◆ **Material for the task**:
------------------------------------------------------------

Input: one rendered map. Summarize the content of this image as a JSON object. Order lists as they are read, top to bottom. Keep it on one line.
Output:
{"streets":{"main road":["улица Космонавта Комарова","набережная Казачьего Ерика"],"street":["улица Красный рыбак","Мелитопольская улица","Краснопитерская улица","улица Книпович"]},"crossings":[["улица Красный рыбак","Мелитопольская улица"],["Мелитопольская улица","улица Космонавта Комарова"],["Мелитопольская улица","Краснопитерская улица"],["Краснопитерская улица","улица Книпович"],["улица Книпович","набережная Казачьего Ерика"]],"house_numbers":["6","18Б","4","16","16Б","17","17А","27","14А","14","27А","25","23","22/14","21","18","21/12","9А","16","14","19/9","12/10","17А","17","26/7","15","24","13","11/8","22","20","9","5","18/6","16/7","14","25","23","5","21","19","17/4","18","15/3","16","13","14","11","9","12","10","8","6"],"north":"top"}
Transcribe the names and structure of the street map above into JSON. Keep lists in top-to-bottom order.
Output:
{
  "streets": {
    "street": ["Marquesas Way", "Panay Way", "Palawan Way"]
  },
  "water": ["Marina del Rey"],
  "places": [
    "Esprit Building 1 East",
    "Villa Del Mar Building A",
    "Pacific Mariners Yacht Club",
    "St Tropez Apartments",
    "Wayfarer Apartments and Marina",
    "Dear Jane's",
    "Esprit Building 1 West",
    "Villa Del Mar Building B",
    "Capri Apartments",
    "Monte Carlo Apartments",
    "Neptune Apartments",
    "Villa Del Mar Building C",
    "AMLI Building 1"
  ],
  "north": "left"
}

------------------------------------------------------------

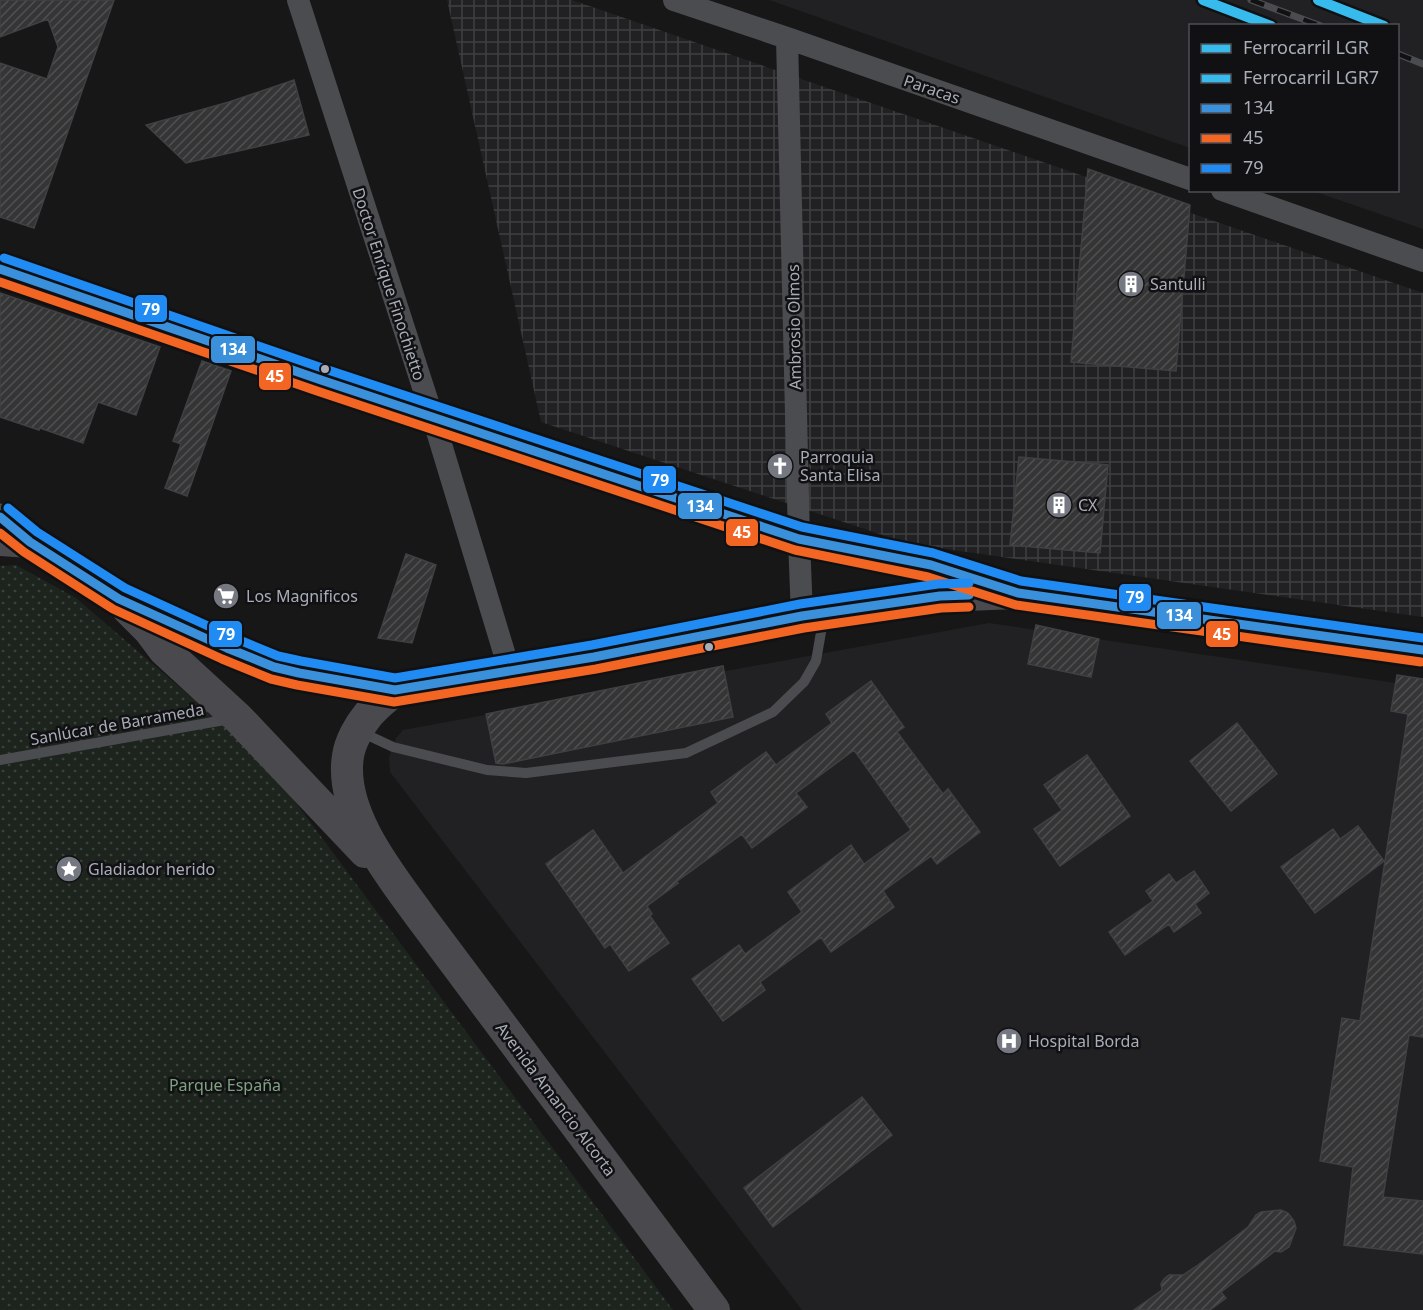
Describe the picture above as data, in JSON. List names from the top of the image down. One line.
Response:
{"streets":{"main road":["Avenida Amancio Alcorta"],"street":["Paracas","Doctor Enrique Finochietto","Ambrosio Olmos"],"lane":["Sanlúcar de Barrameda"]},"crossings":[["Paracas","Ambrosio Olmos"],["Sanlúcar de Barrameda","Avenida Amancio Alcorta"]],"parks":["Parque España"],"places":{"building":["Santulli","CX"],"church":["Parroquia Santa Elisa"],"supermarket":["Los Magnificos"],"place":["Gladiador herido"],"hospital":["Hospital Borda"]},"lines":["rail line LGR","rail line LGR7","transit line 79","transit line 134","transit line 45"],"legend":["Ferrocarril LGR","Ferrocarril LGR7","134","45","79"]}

------------------------------------------------------------

◆ **Work request**: Go through the listing above and return each line that includes the word "Keep".

◆ **Your response**:
Input: one rendered map. Summarize the content of this image as a JSON object. Order lists as they are read, top to bottom. Keep it on one line.
Transcribe the names and structure of the street map above into JSON. Keep lists in top-to-bottom order.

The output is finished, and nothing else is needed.